Evaluation for Residual Lifetime and Remaining Axial Tension to Loosening Failure on Bolted Joints Used in Long-Life Machine and Plant Equipment

Abstract

The bolted joints used in mechanical structures loosen owing to, for example, a decrease in the initial axial tension (clamping force) and repeated external forces in the direction perpendicular to the axis. A Junker-type loosening test used to evaluate the performance of various types of locking devices in a short period of time has been established. In such a test, it is possible to compare the loosening performance characteristics of various bolted joints and locking devices. However, it has not been possible to absolutely determine the period of time that they can maintain their initial locking performance. This paper presents a method of estimating the absolute locking performance of bolted joints. The absolute evaluation of self-loosening is indispensable for the prediction of the lifetime of locking devices (parts and methods) in actual machines.
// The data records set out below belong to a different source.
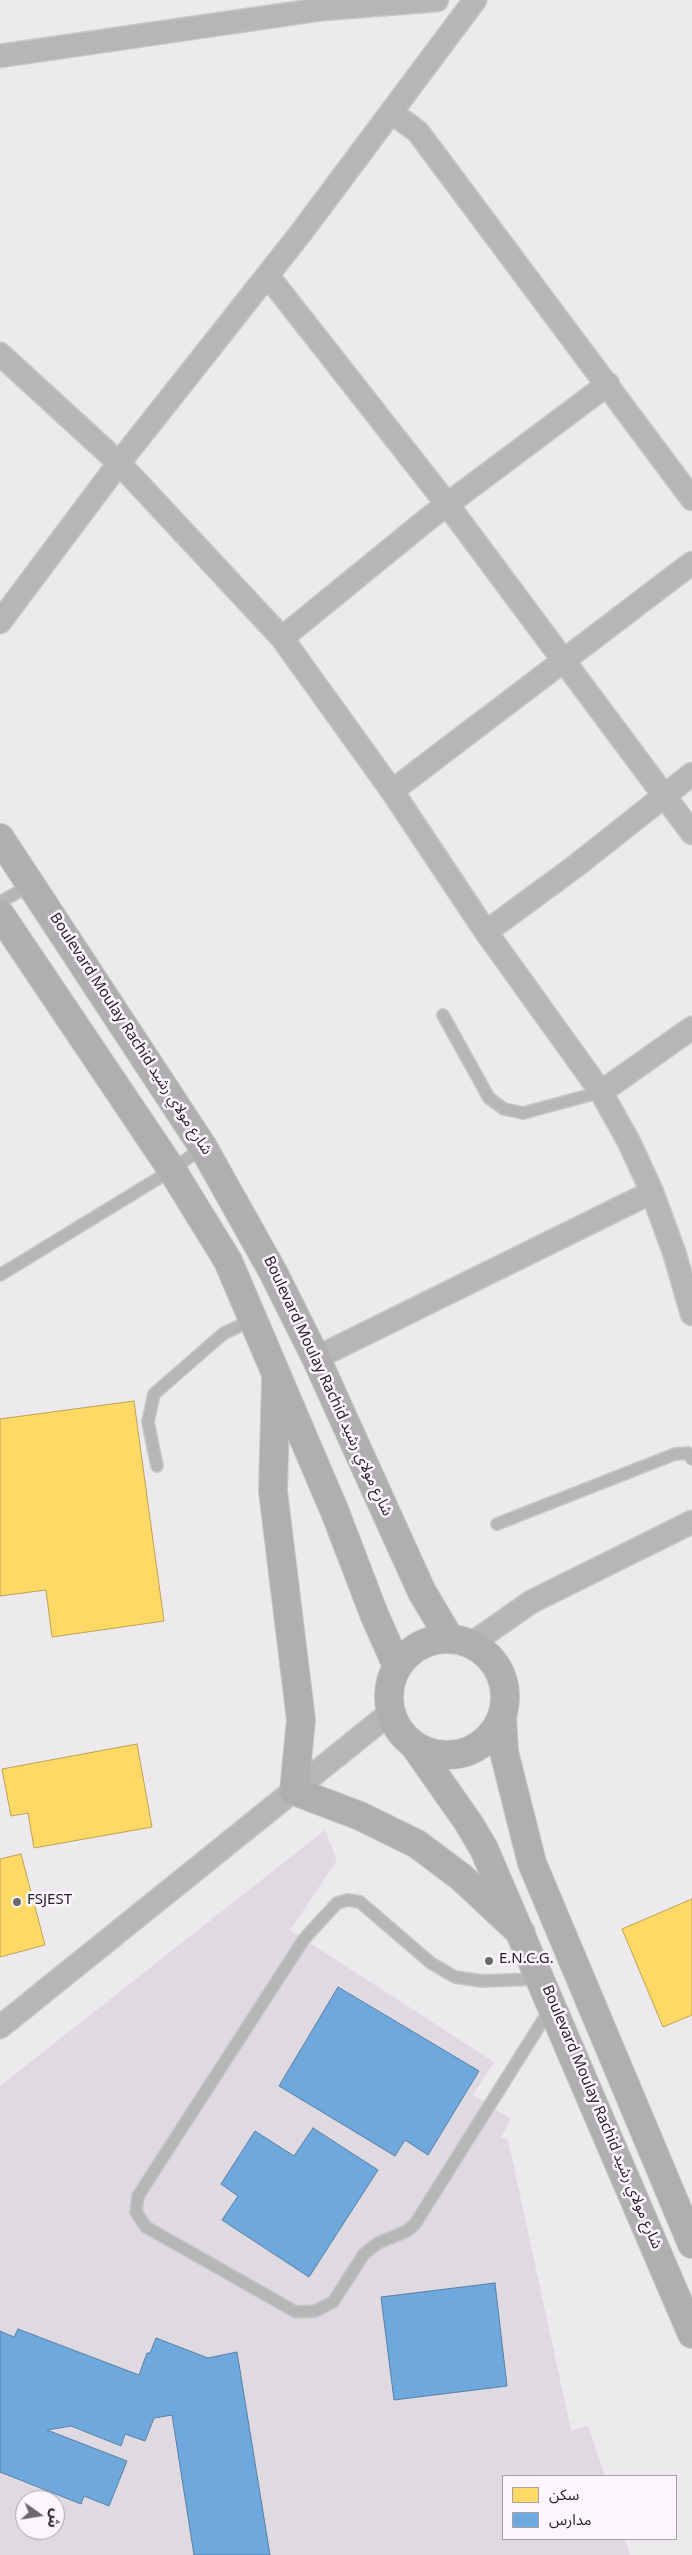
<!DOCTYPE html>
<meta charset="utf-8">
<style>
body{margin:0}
#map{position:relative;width:692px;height:2555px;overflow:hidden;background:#eceaed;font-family:Georgia,"Noto Sans Arabic",serif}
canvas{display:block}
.legend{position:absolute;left:502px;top:2475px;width:175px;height:65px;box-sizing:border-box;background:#faf6fb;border:1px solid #a5a2a5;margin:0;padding:6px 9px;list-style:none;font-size:15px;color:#252325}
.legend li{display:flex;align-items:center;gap:10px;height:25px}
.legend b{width:25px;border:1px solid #a5a2a5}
.north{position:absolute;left:15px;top:2490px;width:50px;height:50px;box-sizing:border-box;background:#faf6fb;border:1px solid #a5a2a5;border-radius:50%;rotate:103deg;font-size:14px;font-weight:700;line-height:20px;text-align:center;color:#252325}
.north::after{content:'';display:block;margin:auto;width:18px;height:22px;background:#6b696b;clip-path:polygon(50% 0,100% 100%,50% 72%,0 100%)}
</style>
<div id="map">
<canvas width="692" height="2555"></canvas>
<ul class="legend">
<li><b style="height:14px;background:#ffd966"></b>سكن</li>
<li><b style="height:14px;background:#6fa8dc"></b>مدارس</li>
</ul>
<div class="north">ش</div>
</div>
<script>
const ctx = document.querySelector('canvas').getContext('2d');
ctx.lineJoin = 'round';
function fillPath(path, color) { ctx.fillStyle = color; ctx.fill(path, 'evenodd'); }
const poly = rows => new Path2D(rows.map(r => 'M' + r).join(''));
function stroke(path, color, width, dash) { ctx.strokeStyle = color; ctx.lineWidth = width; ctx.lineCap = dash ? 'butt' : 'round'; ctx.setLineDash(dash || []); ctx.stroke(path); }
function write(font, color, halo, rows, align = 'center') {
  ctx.font = font + ' Georgia,"Noto Sans Arabic",serif'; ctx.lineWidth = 5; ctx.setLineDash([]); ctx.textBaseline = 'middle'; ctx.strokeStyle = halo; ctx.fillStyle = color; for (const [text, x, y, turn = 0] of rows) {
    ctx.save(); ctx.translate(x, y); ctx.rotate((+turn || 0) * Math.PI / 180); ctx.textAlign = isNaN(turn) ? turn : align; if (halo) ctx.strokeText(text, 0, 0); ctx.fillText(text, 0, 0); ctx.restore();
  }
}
const built = poly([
 [325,1830,337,1860,290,1930,494,2062,473,2095,511,2119,501,2137,508,2140,571,2430,588,2426,605,2476,503,2476,503,2539,625,2539,630,2555,0,2555,0,2086],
 [25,2500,55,2500,55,2530,25,2530]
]);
const homes = poly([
 [134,1401,164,1621,52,1637,46,1590,0,1596,0,1419,134,1401],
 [137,1744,152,1827,34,1848,28,1813,11,1816,2,1769,137,1744],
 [21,1854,45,1945,0,1957,0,1859,21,1854],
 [692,1899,692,2015,663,2027,622,1929,692,1899]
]);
const schools = poly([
 [338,1987,479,2071,428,2155,405,2140,395,2156,279,2086,338,1987],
 [313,2128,378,2170,309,2277,222,2220,238,2196,221,2184,255,2131,294,2156,313,2128],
 [495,2283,507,2386,394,2400,381,2297,495,2283],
 [18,2329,139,2375,147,2353,150,2353,156,2338,208,2358,237,2352,270,2555,194,2555,172,2415,154,2418,145,2441,125,2434,121,2446,71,2426,47,2430,127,2461,109,2506,84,2496,81,2504,0,2472,0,2331,14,2337,18,2329]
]);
const service = poly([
 [0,902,31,885],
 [443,1015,489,1098,504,1109,523,1113,601,1092],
 [0,1275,172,1170,203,1147],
 [157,1466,148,1422,154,1394,224,1333,253,1320],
 [497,1524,675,1454,688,1453,692,1459],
 [539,1979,482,1981,455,1977,431,1963,360,1902,348,1900,337,1903,304,1939,138,2196,136,2212,146,2227,296,2312,315,2311,333,2302,364,2254,378,2243,407,2231,415,2224,550,2009]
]);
const minor = poly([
 [0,56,323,9,437,0],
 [391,112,418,132,692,499],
 [268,276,447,504,692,833],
 [0,354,119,463,282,638,392,791,486,932,601,1092,629,1142,652,1192,674,1252,692,1314],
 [0,622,119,463,300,234,475,0],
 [282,638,429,518,608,384],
 [392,791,692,563],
 [486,932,577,865,692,774],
 [601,1092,692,1028],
 [316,1358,652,1192],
 [471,1644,531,1602,692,1522],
 [0,2027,390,1713]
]);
const primary = poly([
 [0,838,203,1147,273,1272,316,1358,422,1592,450,1639],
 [0,914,172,1170,228,1261,335,1512,374,1614,397,1666],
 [276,1381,273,1491,301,1720,294,1791,360,1816,417,1844,461,1877,521,1933],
 '389 1697a58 58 0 1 1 116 0a58 58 0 1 1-116 0Z',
 [502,1716,504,1752,532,1863,692,2244],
 [416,1748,468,1822,484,1849,692,2334]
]);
const markers = [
 [17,1902,5,"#6b696b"],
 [489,1961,5,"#6b696b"]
];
const streetNames = [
 ["Boulevard Moulay Rachid شارع مولاي رشيد",129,1035,57],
 ["Boulevard Moulay Rachid شارع مولاي رشيد",326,1387,65],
 ["Boulevard Moulay Rachid شارع مولاي رشيد",600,2118,67]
];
const poiNames = [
 ["FSJEST",27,1902],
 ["E.N.C.G.",499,1961]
];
fillPath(built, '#dfdae1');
fillPath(homes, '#ffd966');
stroke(homes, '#bea252', 1);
fillPath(schools, '#6fa8dc');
stroke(schools, '#5980a5', 1);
stroke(service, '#c8c7c8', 14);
stroke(minor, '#c8c7c8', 25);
stroke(primary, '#c8c7c8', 30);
stroke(service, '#b6b5b7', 11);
stroke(minor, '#b6b5b7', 22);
stroke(primary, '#b0aeb1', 28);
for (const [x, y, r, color] of markers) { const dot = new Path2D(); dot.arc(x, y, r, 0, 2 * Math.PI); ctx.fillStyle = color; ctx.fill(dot); stroke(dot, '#faf6fb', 2); }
write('15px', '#252325', '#faf6fb', streetNames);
write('15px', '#252325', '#faf6fb', poiNames, 'left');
</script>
From the results of our experimental study, we found a strong linear correlation on logarithmic coordinates between the decreases in axial tension (measured/initial axial tension) and the number of operations (or working time or mileage) since the last tightening. The loosening phenomenon of bolted joints can be observed as the tendency of the initial or residual axial tension to decrease. By utilizing the regression formula at logarithmic coordinates, we show an estimation method for residual axial tension to answer various questions such as “How much of the axial tension remains after tens of thousands of hours (operations)?” Therefore, it is possible to determine to what extent can the bolted joints of long-life machines and plant equipment in medium-to-long-term use be considered to loosening failure. Finally, we describe the judgement criterion for loosening. We examine evaluation criteria such as “Is the residual axial tension sufficient for the prevention of loosening failure?” The limit surface pressure is examined as the upper limit axial tension. As the lower limit axial tension, the allowable value of the external transverse force is examined.